The algorithm aims to train a joint forest model to estimate the optimal treatment assignment by pooling information across treatment arms.

It first obtains an assignment forest by bagging trees as described in Kallus (2017),  with covariate and treatment arm randomization for each tree. Then, it generates "honest" and regularized estimates of the treatment-specific counterfactual outcomes on the training sample following Wager and Athey (2018).
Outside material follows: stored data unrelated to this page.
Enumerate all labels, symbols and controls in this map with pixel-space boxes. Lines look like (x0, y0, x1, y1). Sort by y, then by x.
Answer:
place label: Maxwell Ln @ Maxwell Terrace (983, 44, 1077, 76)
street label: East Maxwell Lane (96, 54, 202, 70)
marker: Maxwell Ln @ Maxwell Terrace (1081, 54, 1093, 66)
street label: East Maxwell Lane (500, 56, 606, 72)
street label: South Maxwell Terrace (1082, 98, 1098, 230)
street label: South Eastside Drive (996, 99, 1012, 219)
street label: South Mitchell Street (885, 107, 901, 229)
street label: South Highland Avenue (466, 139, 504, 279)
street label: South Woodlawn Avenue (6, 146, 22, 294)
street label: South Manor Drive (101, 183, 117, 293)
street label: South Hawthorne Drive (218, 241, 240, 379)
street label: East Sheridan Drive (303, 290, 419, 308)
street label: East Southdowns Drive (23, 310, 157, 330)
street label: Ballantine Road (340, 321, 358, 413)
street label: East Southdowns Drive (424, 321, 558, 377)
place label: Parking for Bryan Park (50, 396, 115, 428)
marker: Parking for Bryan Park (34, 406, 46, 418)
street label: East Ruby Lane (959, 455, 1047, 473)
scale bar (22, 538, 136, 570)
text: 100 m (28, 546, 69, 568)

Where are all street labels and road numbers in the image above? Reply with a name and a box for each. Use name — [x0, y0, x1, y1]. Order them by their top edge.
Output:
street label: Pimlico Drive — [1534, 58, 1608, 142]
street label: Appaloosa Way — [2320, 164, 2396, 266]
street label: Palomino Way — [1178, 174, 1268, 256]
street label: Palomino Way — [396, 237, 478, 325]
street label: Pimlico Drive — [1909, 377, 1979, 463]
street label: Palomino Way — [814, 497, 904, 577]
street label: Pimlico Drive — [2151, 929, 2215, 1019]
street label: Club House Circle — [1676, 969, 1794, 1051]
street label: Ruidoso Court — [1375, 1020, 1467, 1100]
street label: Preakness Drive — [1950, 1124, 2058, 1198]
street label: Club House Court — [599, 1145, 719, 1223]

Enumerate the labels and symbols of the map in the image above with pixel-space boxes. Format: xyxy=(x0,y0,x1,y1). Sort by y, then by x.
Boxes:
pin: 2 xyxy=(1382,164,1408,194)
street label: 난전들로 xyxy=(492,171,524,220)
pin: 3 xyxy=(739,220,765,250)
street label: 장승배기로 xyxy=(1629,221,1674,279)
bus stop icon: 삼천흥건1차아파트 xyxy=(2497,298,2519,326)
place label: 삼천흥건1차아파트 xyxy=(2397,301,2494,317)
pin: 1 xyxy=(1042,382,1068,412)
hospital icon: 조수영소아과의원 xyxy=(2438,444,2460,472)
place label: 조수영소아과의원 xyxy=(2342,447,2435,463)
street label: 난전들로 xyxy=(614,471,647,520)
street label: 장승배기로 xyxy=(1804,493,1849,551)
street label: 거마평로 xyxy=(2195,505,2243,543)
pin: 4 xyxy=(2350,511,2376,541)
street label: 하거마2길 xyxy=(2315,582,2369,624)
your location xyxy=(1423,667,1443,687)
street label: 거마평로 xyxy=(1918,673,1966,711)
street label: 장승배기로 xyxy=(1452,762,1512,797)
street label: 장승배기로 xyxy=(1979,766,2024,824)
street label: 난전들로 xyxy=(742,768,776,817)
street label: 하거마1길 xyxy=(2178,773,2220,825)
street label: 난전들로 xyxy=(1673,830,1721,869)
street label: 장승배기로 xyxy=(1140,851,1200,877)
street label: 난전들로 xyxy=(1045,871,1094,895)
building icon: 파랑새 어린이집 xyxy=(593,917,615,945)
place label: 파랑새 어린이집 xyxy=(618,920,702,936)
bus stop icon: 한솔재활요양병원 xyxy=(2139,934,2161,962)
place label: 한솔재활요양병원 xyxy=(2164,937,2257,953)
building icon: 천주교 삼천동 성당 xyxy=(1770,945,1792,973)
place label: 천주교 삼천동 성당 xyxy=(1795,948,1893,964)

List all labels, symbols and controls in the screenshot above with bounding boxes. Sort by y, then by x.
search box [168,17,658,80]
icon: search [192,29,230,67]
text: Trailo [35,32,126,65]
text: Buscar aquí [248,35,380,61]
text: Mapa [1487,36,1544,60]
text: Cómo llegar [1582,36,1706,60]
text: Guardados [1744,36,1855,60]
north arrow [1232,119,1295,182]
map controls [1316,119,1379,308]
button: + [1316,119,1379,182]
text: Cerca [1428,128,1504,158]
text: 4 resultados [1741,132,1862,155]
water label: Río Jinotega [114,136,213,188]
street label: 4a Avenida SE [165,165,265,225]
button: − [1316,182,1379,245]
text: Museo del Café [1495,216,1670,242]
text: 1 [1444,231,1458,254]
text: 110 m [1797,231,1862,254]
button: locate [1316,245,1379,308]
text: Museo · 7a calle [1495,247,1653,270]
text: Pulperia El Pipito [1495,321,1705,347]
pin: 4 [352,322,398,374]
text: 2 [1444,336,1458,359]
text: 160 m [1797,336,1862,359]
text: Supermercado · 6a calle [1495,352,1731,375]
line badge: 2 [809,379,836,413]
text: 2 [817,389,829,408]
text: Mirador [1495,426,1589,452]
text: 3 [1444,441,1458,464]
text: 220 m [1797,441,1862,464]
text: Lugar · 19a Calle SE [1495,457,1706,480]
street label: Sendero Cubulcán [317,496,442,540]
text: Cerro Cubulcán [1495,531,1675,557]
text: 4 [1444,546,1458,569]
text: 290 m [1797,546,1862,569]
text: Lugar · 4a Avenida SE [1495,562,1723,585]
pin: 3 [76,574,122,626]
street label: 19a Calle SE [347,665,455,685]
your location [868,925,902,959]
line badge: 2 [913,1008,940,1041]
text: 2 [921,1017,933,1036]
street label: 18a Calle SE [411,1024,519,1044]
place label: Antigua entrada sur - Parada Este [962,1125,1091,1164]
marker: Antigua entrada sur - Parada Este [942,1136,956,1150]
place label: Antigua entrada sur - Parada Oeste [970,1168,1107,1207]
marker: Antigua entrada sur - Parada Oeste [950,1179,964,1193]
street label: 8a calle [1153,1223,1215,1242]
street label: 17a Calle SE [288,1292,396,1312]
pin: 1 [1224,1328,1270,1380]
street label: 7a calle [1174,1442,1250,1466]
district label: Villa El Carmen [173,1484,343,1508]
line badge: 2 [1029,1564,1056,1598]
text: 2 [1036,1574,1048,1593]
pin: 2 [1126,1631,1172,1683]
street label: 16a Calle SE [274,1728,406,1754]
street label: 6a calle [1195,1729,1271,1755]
Like Bonhomme and Manresa (2015), it uses a clustering of treatment arms when constructing the assignment trees. It employs a k-means algorithm for clustering the K treatment arms into M treatment groups based on the K predictions for each of the n units in the training sample. After clustering, it then repeats the assignment-forest algorithm on the full training data with M+1 (including control) "arms" (where data from the original arms are combined by groups) to obtain an ensemble of trees.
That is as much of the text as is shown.